• **WORK ITEM**:
In the records below, find the line holding "position:absolute; left:12px; bottom:10px;" and the line holding "flex:none; width:22px; height:22px;". Set down both, with every line between them, exactly.

══ RECORDS PROVIDED ══

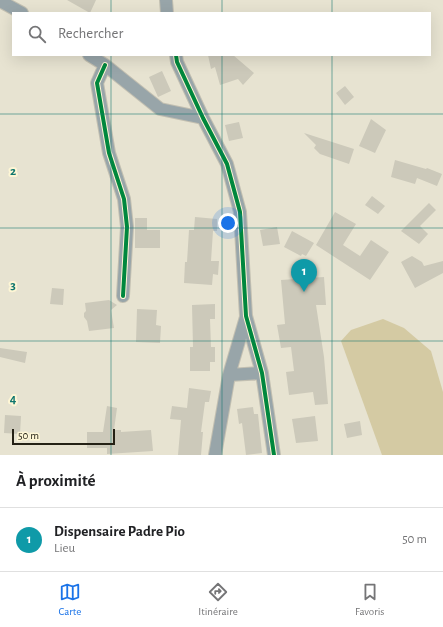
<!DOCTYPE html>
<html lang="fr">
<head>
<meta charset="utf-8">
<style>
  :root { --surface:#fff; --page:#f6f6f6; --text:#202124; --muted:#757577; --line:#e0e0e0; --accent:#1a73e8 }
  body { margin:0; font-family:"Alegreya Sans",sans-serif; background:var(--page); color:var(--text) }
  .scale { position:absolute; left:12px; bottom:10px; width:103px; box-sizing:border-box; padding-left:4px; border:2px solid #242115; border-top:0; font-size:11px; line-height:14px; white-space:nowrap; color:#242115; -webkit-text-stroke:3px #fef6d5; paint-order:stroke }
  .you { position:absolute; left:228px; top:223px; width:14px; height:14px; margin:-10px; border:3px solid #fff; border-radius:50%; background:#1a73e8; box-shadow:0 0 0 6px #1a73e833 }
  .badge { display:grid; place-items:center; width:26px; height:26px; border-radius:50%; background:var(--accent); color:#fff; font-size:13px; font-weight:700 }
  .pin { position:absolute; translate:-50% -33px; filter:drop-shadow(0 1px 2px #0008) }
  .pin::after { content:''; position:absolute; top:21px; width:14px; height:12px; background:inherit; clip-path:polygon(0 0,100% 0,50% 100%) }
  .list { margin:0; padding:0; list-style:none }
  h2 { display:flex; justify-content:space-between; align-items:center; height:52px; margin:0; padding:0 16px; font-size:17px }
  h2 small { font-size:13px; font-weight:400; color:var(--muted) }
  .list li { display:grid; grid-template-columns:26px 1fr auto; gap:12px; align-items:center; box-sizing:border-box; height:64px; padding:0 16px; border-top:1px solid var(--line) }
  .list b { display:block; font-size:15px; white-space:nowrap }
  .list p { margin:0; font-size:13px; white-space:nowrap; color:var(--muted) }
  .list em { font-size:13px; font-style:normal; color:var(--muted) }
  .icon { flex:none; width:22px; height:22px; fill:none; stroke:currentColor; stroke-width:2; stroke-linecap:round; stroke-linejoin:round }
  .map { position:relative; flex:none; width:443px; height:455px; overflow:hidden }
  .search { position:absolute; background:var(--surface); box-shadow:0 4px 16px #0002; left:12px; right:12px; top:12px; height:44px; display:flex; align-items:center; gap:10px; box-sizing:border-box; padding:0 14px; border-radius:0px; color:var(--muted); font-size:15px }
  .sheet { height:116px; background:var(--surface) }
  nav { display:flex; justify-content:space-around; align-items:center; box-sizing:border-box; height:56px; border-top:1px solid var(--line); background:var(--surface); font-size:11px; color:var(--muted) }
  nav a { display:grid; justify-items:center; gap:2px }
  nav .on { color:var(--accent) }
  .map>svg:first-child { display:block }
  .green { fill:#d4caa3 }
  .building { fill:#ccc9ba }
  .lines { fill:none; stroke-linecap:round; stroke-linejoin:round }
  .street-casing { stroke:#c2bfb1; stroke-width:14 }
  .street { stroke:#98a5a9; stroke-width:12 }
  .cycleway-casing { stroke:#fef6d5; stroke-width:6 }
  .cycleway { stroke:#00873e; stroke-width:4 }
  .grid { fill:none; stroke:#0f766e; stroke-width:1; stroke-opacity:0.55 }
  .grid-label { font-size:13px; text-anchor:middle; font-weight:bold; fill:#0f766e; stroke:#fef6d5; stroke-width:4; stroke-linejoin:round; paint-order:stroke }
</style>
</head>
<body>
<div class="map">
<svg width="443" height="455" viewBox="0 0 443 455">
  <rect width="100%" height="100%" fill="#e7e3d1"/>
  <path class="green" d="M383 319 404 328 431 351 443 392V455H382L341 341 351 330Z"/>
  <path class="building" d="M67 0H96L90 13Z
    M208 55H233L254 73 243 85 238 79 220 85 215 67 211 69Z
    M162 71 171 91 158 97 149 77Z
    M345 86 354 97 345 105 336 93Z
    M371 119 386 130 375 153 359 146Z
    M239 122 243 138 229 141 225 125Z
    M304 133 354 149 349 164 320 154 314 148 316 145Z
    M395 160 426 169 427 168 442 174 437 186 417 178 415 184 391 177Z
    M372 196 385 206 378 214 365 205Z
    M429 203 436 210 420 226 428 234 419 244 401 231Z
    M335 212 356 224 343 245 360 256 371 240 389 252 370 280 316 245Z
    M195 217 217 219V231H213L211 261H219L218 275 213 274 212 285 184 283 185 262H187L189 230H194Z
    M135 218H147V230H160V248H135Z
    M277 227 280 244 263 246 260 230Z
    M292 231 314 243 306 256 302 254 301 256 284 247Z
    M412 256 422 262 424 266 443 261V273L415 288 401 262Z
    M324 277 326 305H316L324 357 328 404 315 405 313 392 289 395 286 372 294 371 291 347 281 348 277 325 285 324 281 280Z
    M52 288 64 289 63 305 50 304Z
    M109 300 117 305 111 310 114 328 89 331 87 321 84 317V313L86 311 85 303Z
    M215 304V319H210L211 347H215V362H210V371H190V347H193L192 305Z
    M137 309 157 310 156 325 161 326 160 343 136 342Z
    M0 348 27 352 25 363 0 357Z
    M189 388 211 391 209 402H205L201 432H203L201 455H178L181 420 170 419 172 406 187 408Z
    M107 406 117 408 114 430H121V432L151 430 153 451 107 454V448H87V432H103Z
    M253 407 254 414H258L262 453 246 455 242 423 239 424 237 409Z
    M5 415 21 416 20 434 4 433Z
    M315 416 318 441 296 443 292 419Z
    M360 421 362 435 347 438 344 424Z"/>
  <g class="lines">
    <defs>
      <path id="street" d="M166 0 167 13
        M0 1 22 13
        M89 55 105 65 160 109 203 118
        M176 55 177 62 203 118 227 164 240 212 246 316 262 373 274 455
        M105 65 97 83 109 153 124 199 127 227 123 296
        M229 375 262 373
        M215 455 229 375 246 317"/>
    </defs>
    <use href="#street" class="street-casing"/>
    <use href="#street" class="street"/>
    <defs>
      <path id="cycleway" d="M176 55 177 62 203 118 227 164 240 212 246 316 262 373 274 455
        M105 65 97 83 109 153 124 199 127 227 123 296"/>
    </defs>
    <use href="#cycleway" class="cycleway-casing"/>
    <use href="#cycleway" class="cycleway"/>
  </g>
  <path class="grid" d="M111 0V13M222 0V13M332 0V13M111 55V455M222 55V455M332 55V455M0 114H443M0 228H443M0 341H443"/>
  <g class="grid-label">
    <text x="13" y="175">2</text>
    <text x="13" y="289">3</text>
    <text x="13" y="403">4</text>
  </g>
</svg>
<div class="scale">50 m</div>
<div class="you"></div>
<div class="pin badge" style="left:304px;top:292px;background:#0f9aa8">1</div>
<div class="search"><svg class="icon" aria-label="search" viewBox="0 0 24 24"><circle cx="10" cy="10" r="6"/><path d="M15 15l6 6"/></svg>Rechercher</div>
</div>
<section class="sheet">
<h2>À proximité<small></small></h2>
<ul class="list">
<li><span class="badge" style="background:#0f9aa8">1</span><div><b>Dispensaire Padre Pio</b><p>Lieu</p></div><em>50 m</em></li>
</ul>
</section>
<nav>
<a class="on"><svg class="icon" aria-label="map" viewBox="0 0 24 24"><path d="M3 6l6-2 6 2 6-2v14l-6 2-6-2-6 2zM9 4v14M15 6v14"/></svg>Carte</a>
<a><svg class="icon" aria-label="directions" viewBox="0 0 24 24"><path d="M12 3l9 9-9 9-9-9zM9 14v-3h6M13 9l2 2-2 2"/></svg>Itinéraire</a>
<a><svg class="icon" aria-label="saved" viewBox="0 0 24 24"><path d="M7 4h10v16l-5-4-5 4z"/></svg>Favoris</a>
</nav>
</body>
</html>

═══

• **THE COMPLETED TASK**:
  .scale { position:absolute; left:12px; bottom:10px; width:103px; box-sizing:border-box; padding-left:4px; border:2px solid #242115; border-top:0; font-size:11px; line-height:14px; white-space:nowrap; color:#242115; -webkit-text-stroke:3px #fef6d5; paint-order:stroke }
  .you { position:absolute; left:228px; top:223px; width:14px; height:14px; margin:-10px; border:3px solid #fff; border-radius:50%; background:#1a73e8; box-shadow:0 0 0 6px #1a73e833 }
  .badge { display:grid; place-items:center; width:26px; height:26px; border-radius:50%; background:var(--accent); color:#fff; font-size:13px; font-weight:700 }
  .pin { position:absolute; translate:-50% -33px; filter:drop-shadow(0 1px 2px #0008) }
  .pin::after { content:''; position:absolute; top:21px; width:14px; height:12px; background:inherit; clip-path:polygon(0 0,100% 0,50% 100%) }
  .list { margin:0; padding:0; list-style:none }
  h2 { display:flex; justify-content:space-between; align-items:center; height:52px; margin:0; padding:0 16px; font-size:17px }
  h2 small { font-size:13px; font-weight:400; color:var(--muted) }
  .list li { display:grid; grid-template-columns:26px 1fr auto; gap:12px; align-items:center; box-sizing:border-box; height:64px; padding:0 16px; border-top:1px solid var(--line) }
  .list b { display:block; font-size:15px; white-space:nowrap }
  .list p { margin:0; font-size:13px; white-space:nowrap; color:var(--muted) }
  .list em { font-size:13px; font-style:normal; color:var(--muted) }
  .icon { flex:none; width:22px; height:22px; fill:none; stroke:currentColor; stroke-width:2; stroke-linecap:round; stroke-linejoin:round }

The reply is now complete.